In other words, new capital investment will always increase employment. Always. There is no recognition of the fact that one of the primary incentives ("psychological propensities") for new capital investment is to decrease employment! As Jean-Baptiste Say explained, "Whenever a new machine, or a new and more expeditious process is substituted in the place of human labor previously in activity, part of the industrious human agents, whose service is thus ingeniously dispensed with, must needs be thrown out of employ." (Jean-Baptiste Say, A Treatise on Political Economy, I.vii.)

Keynes's assertion that employment increases as new capital is formed is another can of worms known as the "Labor Theory of Value." It presumes the only source of consumption income is private sector wages and public sector welfare. Be that as it may, however, in the Keynesian view, new capital formation (and thus the presumably automatic job creation that is the real goal) can only come about if there is a simultaneous increase in both demand by consumers and saving by producers.

A simultaneous increase in both demand and saving, however, can only take place in the past savings paradigm if you inflate the currency by printing money intended to redistribute wealth and raise prices. Keynes resolves the paradox of the economic dilemma by ignoring all the effective demand (consumption) and financing (saving) that results from private sector bills of exchange — future savings — and by assuming that the whole of the money supply consists solely of M2.

It is thus perfectly proper to say that Keynesian monetary and fiscal policy in situations of less than full employment is to print money directly for consumption. As long as whoever gets the new money spends it on consumption (or gets it into the hands of someone who will spend it on consumption), whether the money is spent productively on new investment before it is warranted, or somehow distributed for meaningless work is irrelevant. As Keynes asserted,

"When involuntary unemployment exists, the marginal disutility of labour is necessarily less than the utility of the marginal product. Indeed it may be much less. For a man who has been long unemployed some measure of labour, instead of involving disutility, may have a positive utility. If this is accepted, the above reasoning shows how 'wasteful' loan expenditure may nevertheless enrich the community on balance. Pyramid-building, earthquakes, even wars may serve to increase wealth, if the education of our statesmen on the principles of the classical economics stands in the way of anything better. . . .

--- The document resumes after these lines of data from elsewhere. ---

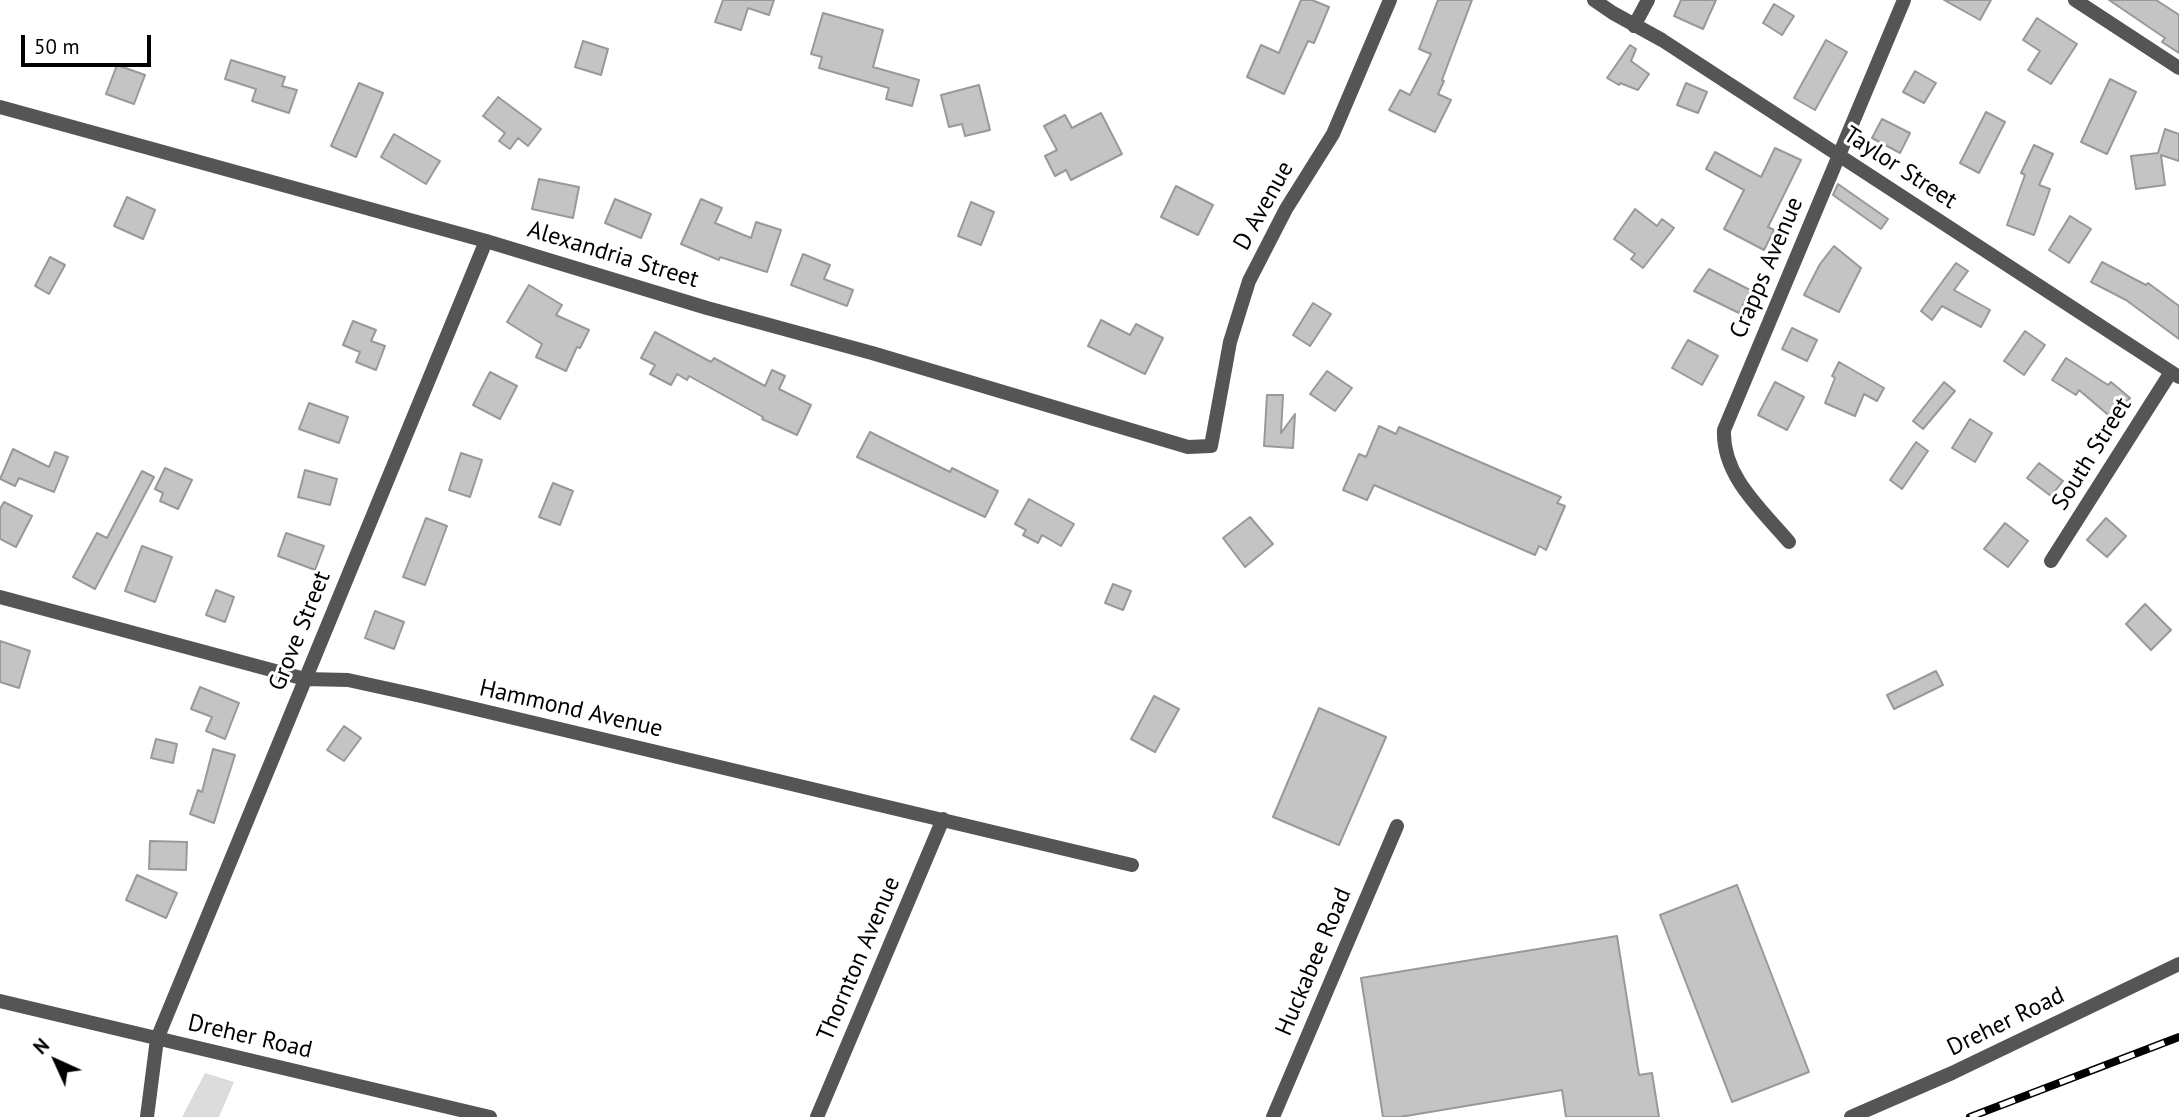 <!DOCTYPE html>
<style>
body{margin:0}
#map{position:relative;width:2179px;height:1117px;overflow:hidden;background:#fff;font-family:"PT Sans",sans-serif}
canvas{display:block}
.north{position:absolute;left:21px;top:1026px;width:70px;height:70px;-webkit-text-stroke:5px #fff;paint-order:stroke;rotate:315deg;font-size:19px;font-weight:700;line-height:28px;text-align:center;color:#000}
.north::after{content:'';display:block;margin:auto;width:24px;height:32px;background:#000;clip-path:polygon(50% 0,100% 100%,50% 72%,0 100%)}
.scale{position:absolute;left:21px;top:35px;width:130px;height:32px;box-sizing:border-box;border:4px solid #000;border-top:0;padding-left:9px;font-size:21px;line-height:24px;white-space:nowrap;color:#000;-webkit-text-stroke:5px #fff;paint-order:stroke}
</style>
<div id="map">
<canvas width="2179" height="1117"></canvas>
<div class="north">N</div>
<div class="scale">50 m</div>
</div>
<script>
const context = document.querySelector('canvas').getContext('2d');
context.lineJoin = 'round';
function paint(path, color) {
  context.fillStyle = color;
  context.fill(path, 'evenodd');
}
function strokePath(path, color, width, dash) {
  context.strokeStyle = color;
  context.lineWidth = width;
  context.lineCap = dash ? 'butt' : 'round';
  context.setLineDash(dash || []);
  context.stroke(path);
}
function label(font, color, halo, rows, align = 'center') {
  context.font = font + ' "PT Sans",sans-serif';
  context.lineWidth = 6;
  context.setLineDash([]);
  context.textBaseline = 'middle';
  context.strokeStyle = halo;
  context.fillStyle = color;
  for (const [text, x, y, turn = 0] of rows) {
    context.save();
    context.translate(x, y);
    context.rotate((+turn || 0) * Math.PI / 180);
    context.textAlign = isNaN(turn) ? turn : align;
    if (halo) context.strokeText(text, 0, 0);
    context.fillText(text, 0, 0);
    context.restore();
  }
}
const green = new Path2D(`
 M205,1073L234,1082L219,1117H182Z`);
const building = new Path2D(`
 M723,0H774L769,15L748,8L741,30L715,22Z
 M1301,0H1312L1329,7L1314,43L1308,41L1284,94L1247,77L1261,45L1279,53Z
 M1438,0H1472L1442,80L1444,81L1438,94L1451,100L1435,132L1389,110L1400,90L1410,95L1431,54L1419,49Z
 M1681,0H1716L1703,29L1674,16Z
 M1944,0H1991L1980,20Z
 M2109,0H2156L2179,15V53L2162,42L2165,38Z
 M1774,4L1794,16L1782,35L1763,23Z
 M823,13L883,30L873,67L919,80L912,106L886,99L889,88L819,68L822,57L811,54Z
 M2037,18L2077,44L2051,84L2028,70L2040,51L2023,40Z
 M1826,40L1847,52L1815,110L1794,98Z
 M583,41L608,49L601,75L575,67Z
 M1630,45L1636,49L1631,61L1649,74L1638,90L1620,83L1619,85L1607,78Z
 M231,60L285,77L282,86L297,90L289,113L252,101L256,89L225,79Z
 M117,65L145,75L134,104L106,94Z
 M1915,71L1936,83L1924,103L1903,92Z
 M2110,79L2136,92L2107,154L2081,142Z
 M359,83L383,93L356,157L331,146Z
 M1686,83L1707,92L1698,113L1677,105Z
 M979,85L990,130L965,136L962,124L949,127L941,95Z
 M498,97L541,129L528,146L518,138L510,149L499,141L505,133L483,116Z
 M1986,112L2005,122L1979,173L1960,163Z
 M1101,113L1122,154L1071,180L1066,170L1055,176L1045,156L1057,150L1044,126L1065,115L1072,128Z
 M1882,119L1910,133L1900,153L1872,138Z
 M2165,129L2179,134V161L2161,155L2165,185L2136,189L2131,156L2158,153Z
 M394,134L440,161L426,184L381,157Z
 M2034,145L2053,154L2039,185L2050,189L2034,235L2007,225L2025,175L2021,173Z
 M1775,148L1801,160L1768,227L1774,230L1764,250L1724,229L1744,190L1706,169L1715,152L1761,177Z
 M539,179L579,187L573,218L532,209Z
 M1838,184L1888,219L1881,229L1833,195Z
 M1176,186L1213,205L1198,235L1161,217Z
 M127,197L155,210L143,239L114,226Z
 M615,199L651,214L641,238L605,223Z
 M701,199L722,208L715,223L751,238L756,222L781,230L767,272L720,257L719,260L681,244Z
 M971,202L994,212L981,245L958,236Z
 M1635,209L1657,226L1662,219L1674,228L1643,268L1631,259L1635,254L1614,239Z
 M2070,216L2091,229L2069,263L2049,250Z
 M1834,246L1861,268L1839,312L1804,295L1820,264Z
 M803,254L830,265L824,279L853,290L847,306L791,285Z
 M50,257L65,265L49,294L35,286Z
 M2102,262L2146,285L2148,283L2179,306V339L2126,300L2091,282Z
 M1956,263L1968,271L1954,290L1990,310L1981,327L1942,306L1932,320L1921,311Z
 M1709,269L1750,290L1739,313L1694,291Z
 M529,285L562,305L556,315L589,330L580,348L577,347L566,371L536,357L542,344L507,322Z
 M1313,303L1331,314L1310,346L1293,335Z
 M1101,320L1130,335L1136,324L1163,338L1145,374L1088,346Z
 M353,321L376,330L371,341L385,346L376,370L356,362L360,352L343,345Z
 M1792,328L1817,340L1807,361L1782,349Z
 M2025,331L2045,345L2024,375L2004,361Z
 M655,332L711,362L714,358L765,386L772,370L785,376L779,389L811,405L797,435L762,419L763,417L689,376L687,380L677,374L671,385L650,374L655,365L641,358Z
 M1688,340L1718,356L1702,385L1672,368Z
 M2066,358L2108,385L2111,382L2130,398L2113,419L2079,390L2076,395L2052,380Z
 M1839,362L1884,388L1877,401L1864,394L1855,416L1825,403L1835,378L1832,376Z
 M1327,371L1352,388L1335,411L1310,394Z
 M490,372L517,386L500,419L473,405Z
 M1775,382L1804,397L1787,430L1758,415Z
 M1944,382L1955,391L1923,429L1913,421Z
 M1267,395H1283L1281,433L1295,414L1293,448L1264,446Z
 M309,403L348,417L339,443L299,429Z
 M1970,419L1992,433L1975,462L1952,448Z
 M1379,426L1396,434L1399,427L1561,497L1557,503L1565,506L1546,550L1539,546L1535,555L1374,485L1367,500L1343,490L1359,454L1366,457Z
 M870,432L950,472L952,468L998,491L985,517L857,457Z
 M1916,442L1928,451L1902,489L1890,480Z
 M13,449L49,467L55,452L68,457L54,492L19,478L15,486L0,479Z
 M461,453L482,460L470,497L449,490Z
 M2039,463L2063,481L2051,496L2027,478Z
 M165,468L192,480L178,509L160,501L163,493L155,489Z
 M305,470L337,479L330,505L298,497Z
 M142,471L154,477L95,589L73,577L97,533L107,538Z
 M553,483L573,491L560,525L539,517Z
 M1029,499L1074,524L1061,546L1042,535L1038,543L1023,535L1026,530L1015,524Z
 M4,502L32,516L16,547L0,539V509Z
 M1250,517L1273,544L1245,567L1223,538Z
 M426,518L447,526L425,585L403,577Z
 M2106,518L2126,536L2107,557L2087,540Z
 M2005,523L2028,541L2008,567L1984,549Z
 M286,533L324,546L315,570L278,556Z
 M142,546L172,557L155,602L125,591Z
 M1113,584L1131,591L1123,610L1105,603Z
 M216,590L234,597L225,622L206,615Z
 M2145,604L2171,630L2151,650L2126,624Z
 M375,611L404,622L394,649L365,638Z
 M0,641L30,651L19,688L0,682Z
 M1936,671L1943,685L1894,709L1887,695Z
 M200,687L239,703L225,739L206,731L212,717L191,709Z
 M1154,696L1179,709L1155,752L1131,739Z
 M1319,708L1386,737L1339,845L1273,817Z
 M344,726L361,738L344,761L327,750Z
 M156,739L177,744L173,763L151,758Z
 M213,749L235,755L214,823L190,814L198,790L202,792Z
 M150,841L187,842L186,870L149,869Z
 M137,875L177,893L166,918L126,900Z
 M1737,885L1809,1072L1732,1102L1660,915Z
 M1617,936L1639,1075L1652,1073L1659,1117H1566L1562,1090L1400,1117H1383L1361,978Z`);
const minor = new Path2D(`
 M1594,0L1613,13L1662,40L2179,377
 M2075,0L2179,68
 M1634,26L1648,0
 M1789,542C1762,510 1722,476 1724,430L1904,0
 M2051,561L2171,372
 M0,597L305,679L348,680L421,696L1132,865
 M147,1117L157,1039L486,241
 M817,1117L943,819
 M1273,1117L1397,826`);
const tertiary = new Path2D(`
 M0,107L486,241L707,308L872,353L1188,447L1211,446L1230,342L1249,281L1286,209L1333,134L1390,0
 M0,1001L490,1117
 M1851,1117L1952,1073L2179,964`);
const rail = new Path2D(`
 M1970,1117L2179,1037`);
const streetNames = [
 ["Taylor Street",1900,168,33],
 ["D Avenue",1264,206,-61],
 ["Alexandria Street",613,255,17],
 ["Crapps Avenue",1767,268,-67],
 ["South Street",2092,454,-58],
 ["Grove Street",300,631,-68],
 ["Hammond Avenue",571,709,13],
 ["Thornton Avenue",859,959,-67],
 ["Huckabee Road",1314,962,-67],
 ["Dreher Road",2006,1022,-26],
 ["Dreher Road",250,1037,13]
];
paint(green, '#dcdcdc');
paint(building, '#c4c4c4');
strokePath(building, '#999', 2);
strokePath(minor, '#555', 14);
strokePath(tertiary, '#555', 14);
strokePath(rail, '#000', 8);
strokePath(rail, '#fff', 5, [16]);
label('24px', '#000', '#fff', streetNames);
</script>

"If the Treasury were to fill old bottles with banknotes, bury them at suitable depths in disused coal-mines which are then filled up to the surface with town rubbish, and leave it to private enterprise on well-tried principles of laissez-faire to dig the notes up again (the right to do so being obtained, of course, by tendering for leases of the note-bearing territory), there need be no more unemployment and, with the help of the repercussions, the real income of the community, and its capital wealth also, would probably become a good deal greater than it actually is. It would, indeed, be more sensible to build houses and the like; but if there are political and practical difficulties in the way of this, the above would be better than nothing." (General Theory, III.10.vi.)

Setting aside for the sake of the argument Keynes's astounding claim that something can "become a good deal greater than it actually is" (in other words, both "be" and "not be"), it is clear from this passage (or as clear as Keynes could make anything so contradictory) that as long as money is created and spent, it is irrelevant what it is spent on — as long as it increases consumption.